EXERCISE DIRECTIONS: Character for character, reproduce every entry below.

[Start of Attachment]

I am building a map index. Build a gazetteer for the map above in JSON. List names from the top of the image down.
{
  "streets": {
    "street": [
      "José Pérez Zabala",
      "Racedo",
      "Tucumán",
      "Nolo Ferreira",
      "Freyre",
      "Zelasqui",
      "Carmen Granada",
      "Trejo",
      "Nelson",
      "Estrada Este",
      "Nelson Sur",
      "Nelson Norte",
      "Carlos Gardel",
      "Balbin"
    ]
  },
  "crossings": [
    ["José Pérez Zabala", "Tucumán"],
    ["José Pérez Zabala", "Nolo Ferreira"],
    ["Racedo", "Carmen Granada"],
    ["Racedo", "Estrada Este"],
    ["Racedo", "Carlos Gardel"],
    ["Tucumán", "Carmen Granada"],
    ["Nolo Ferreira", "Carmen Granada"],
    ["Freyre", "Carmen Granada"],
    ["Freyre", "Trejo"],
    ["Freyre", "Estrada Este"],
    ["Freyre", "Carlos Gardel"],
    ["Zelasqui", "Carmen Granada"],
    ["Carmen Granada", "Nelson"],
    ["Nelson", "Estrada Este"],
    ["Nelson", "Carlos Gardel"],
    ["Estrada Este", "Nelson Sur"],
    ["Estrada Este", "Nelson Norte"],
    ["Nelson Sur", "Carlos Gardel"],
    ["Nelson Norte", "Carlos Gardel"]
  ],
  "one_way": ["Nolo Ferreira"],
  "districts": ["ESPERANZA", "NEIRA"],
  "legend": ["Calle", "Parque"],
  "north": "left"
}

[End of Attachment]

ANSWER AREA:
I am building a map index. Build a gazetteer for the map above in JSON. List names from the top of the image down.
{
  "streets": {
    "street": [
      "José Pérez Zabala",
      "Racedo",
      "Tucumán",
      "Nolo Ferreira",
      "Freyre",
      "Zelasqui",
      "Carmen Granada",
      "Trejo",
      "Nelson",
      "Estrada Este",
      "Nelson Sur",
      "Nelson Norte",
      "Carlos Gardel",
      "Balbin"
    ]
  },
  "crossings": [
    ["José Pérez Zabala", "Tucumán"],
    ["José Pérez Zabala", "Nolo Ferreira"],
    ["Racedo", "Carmen Granada"],
    ["Racedo", "Estrada Este"],
    ["Racedo", "Carlos Gardel"],
    ["Tucumán", "Carmen Granada"],
    ["Nolo Ferreira", "Carmen Granada"],
    ["Freyre", "Carmen Granada"],
    ["Freyre", "Trejo"],
    ["Freyre", "Estrada Este"],
    ["Freyre", "Carlos Gardel"],
    ["Zelasqui", "Carmen Granada"],
    ["Carmen Granada", "Nelson"],
    ["Nelson", "Estrada Este"],
    ["Nelson", "Carlos Gardel"],
    ["Estrada Este", "Nelson Sur"],
    ["Estrada Este", "Nelson Norte"],
    ["Nelson Sur", "Carlos Gardel"],
    ["Nelson Norte", "Carlos Gardel"]
  ],
  "one_way": ["Nolo Ferreira"],
  "districts": ["ESPERANZA", "NEIRA"],
  "legend": ["Calle", "Parque"],
  "north": "left"
}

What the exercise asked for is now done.